Faccio un esempio. Si vota col Rosatellum bis, un groviglio tra plurinominale, maggioritario, proporzionale, candidati di collegio e listini, insomma chi più ne ha più ne metta. Se persone autorevoli di diversi settori confessano candidamente di non averci capito una mazza, un motivo ci sarà pure. Così come sarà triste, tristissimo, doversi recare nella cabina elettorale e barrare il simbolo di un partito (anche per essere sicuri di non commettere errori). I nomi, gli eletti? Tranquilli, vi hanno già apparecchiato la tavola, non tocca certamente a voi scegliere. E pazienza se, ad esempio, ci ritroveremo a Roma qualche rappresentante delle istituzioni che noi abbiamo contribuito ad eleggere ma che magari sa a stento che Ischia è un’isola della Provincia di Napoli. E ce lo troveremo forse a dibattere di questioni legate al territorio in maniera quanto meno approssimativa, se tutto va bene. All’interno abbiamo dedicato un focus al momento elettorale in programma oggi, facendo un salto nel passato e chiedendo a protagonisti della politica di casa nostra di ricordare i cosiddetti “tiemp bell e na vot”. Per carità, attenti a non fraintenderci, visto che ormai ogni qualvolta si parla di Prima Repubblica non si può e non si deve fare altro che demonizzarla (a giusto titolo, ma restiamo convinti che dopo le cose non siano andate meglio, e ci prendiamo la briga di dirlo in maniera chiara e senza girarci troppo intorno…). In passato le campagne elettorali avevano un altro sapore, perché prima ancora del partito votavi l’uomo. Il cosiddetto deputato o senatore di collegio era una persona che giocoforza doveva essere vicino al territorio, assiduo frequentatore e conoscitore dello stesso.

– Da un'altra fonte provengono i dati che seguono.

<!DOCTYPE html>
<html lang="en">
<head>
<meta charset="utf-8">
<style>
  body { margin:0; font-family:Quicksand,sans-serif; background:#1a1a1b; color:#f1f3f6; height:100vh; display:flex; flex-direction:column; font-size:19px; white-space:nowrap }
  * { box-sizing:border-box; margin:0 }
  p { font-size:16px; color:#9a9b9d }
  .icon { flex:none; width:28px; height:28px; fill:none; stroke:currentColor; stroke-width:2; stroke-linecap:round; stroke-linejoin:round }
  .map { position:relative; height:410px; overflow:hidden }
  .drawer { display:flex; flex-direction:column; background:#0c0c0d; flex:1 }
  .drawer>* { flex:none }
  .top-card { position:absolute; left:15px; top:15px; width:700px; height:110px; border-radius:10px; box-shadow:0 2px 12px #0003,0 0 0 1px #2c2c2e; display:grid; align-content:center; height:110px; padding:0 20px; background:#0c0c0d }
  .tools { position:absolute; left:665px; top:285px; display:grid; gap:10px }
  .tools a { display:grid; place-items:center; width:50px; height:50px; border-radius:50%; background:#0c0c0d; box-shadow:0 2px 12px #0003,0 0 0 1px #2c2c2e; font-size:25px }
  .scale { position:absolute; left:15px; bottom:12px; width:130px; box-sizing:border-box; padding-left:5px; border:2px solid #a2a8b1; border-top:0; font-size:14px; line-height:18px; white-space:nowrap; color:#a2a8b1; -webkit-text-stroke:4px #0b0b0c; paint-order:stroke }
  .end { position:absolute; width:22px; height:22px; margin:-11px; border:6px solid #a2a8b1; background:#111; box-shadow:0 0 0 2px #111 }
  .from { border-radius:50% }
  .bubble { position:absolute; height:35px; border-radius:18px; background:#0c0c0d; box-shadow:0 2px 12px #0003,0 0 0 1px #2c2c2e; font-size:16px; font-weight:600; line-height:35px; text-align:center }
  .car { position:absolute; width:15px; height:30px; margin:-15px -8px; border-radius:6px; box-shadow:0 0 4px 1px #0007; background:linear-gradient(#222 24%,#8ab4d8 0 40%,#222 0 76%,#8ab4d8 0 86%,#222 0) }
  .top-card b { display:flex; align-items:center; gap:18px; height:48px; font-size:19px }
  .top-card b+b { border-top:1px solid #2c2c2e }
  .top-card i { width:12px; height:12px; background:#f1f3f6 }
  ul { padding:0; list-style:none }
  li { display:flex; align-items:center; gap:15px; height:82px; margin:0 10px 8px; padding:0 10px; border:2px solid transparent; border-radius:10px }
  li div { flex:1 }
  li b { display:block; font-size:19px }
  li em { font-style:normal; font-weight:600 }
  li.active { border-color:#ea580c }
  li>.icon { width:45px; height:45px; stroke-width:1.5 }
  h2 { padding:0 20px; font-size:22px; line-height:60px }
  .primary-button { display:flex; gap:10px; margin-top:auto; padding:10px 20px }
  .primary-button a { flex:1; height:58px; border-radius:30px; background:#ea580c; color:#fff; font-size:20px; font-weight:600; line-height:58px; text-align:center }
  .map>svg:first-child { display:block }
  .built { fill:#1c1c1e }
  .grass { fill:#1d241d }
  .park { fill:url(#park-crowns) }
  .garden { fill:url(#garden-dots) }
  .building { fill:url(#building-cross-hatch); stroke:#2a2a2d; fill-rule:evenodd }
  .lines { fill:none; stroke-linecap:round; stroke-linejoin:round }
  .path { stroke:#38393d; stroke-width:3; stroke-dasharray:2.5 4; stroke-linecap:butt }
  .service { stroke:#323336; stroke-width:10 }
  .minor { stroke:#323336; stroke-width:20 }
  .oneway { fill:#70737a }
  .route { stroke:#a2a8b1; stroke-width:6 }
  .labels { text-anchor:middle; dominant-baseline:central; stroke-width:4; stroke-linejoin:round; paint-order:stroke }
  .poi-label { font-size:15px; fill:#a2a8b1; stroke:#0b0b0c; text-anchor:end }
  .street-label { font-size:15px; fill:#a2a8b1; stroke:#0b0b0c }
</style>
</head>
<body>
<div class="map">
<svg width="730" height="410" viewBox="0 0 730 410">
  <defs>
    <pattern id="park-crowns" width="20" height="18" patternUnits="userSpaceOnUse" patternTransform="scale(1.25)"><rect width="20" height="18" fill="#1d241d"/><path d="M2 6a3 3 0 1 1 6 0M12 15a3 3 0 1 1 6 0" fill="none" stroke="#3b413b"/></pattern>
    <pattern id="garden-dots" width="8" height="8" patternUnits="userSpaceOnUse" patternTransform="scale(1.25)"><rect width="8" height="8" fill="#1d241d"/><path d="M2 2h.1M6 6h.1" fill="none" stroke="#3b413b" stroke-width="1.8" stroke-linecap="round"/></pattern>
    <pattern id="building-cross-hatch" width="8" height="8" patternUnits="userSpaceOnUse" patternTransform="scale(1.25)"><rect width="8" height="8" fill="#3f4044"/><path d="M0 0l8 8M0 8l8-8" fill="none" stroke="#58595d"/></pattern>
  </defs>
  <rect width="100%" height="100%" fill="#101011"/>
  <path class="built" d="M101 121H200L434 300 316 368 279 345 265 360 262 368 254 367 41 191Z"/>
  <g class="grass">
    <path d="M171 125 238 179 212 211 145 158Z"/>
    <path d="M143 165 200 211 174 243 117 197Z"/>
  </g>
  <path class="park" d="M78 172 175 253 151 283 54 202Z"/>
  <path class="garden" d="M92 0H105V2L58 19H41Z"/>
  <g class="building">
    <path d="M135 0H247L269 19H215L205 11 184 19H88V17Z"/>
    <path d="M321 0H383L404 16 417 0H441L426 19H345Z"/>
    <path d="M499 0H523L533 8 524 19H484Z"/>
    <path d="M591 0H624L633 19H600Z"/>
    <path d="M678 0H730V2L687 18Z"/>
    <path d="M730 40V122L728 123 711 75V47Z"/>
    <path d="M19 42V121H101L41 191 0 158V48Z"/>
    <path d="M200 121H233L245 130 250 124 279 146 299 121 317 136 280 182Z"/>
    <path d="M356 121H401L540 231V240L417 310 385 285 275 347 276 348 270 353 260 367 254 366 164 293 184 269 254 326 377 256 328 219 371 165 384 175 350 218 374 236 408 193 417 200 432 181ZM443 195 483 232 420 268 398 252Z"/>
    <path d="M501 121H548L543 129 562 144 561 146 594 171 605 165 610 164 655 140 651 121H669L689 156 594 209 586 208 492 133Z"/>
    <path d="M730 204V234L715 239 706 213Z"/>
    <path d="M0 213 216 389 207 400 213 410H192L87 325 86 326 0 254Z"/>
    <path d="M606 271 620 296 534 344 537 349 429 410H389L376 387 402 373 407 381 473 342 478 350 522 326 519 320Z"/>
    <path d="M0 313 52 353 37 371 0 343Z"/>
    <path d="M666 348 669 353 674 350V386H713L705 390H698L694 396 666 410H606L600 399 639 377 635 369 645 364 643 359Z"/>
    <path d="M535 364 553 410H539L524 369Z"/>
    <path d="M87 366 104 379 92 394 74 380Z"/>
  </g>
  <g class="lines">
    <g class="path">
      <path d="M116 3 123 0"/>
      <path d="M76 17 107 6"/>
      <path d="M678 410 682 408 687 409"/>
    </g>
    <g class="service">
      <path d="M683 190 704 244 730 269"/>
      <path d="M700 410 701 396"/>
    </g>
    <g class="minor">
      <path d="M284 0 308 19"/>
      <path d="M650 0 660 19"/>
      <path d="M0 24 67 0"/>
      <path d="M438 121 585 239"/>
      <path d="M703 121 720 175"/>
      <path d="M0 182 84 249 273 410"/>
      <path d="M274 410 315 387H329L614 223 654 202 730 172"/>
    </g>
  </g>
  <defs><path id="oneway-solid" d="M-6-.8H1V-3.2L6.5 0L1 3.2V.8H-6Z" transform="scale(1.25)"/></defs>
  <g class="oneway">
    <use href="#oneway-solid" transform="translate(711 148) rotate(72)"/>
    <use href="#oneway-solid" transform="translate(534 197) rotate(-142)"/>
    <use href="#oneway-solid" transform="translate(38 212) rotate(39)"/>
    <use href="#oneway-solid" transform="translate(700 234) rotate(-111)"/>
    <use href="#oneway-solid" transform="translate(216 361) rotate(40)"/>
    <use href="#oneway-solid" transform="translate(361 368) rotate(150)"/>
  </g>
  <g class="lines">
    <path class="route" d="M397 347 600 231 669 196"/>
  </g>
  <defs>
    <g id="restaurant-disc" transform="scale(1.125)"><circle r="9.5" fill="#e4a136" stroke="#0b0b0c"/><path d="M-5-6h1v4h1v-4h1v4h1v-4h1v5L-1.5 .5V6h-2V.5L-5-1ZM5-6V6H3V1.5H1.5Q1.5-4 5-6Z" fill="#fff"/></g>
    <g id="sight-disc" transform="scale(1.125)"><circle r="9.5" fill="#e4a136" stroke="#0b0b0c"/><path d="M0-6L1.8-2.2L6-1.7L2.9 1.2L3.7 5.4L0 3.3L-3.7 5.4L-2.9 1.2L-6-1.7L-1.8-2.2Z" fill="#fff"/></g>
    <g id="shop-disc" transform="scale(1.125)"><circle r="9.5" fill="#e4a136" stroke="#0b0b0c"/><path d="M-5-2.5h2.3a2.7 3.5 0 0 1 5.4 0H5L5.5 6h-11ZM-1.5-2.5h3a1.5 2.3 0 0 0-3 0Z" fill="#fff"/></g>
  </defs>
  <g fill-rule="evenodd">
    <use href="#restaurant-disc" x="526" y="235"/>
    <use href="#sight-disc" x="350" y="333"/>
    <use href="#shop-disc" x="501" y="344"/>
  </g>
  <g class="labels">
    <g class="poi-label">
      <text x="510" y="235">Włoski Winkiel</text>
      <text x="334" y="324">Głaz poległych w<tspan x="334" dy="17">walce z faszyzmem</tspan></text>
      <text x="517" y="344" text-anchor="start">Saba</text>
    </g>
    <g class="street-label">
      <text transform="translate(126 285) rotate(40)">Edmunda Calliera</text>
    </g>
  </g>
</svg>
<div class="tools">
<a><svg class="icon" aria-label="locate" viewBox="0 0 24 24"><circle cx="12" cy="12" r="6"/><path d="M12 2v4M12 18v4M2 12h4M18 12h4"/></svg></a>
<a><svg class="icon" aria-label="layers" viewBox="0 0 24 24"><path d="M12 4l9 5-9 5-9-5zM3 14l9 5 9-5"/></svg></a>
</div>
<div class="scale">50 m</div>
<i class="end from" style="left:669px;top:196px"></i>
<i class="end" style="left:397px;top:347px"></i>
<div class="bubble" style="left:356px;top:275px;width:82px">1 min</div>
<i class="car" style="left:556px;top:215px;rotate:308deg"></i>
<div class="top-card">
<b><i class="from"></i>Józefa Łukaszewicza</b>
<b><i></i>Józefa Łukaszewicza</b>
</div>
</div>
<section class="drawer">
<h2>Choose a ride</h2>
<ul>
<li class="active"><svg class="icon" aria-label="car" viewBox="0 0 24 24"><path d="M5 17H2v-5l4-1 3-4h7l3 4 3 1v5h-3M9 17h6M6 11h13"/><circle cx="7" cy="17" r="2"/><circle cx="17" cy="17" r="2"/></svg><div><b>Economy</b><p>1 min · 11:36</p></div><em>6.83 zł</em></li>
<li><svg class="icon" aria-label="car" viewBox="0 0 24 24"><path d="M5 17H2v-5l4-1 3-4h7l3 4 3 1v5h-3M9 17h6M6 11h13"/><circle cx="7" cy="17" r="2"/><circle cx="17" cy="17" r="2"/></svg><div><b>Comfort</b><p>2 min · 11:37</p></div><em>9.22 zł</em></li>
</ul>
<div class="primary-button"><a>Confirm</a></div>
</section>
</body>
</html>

Era un soggetto che, in parole povere, la comunità di pertinenza territoriale doveva saperla coltivare, anche perché cinque anni dopo con molta probabilità si sarebbe ripresentato a quel medesimo elettorato. Attraverso quella che poteva essere la sua segreteria ed una presenza comunque costante seppure non quotidiana, rappresentava un riferimento e la gente dallo stesso si sentita rappresentata, in maniera più o meno valida. Oggi, ahinoi, tutto questo non c’è più ed i risultati sono davanti agli occhi di tutti. Il Rosatellum bis, che avrebbe dovuto cancellare un sistema elettorale che definire una “porcata” è un complimento, si è rivelato al tirar delle somme una schifezza ancora più immonda. Votare a scatola chiusa non è più tollerabile. Ma nonostante tutto, facendo il verso alla celebre frase di Indro Montanelli, turiamoci il sano e andiamo alle urne. Perché resta, lo ripetiamo, in ogni caso una conquista e uno strumento partecipativo. Al voto, a proposito, andranno anche i terremotati di Casamicciola o almeno un gruppo di coloro che hanno patito le conseguenze dello spaventoso sisma dello scorso 21 agosto. Ma lo faranno in maniera anomala, esercitando il proprio diritto ricordando la situazione nella quale versano dopo quel nefasto evento. Ritengono di non aver ricevuto risposte dalle istituzioni, a tutti i livelli, anche dal Governo centrale. Da qui la decisione di far sentire, una volta di più, il proprio grido di dolore. Buon voto a tutti, anche a loro.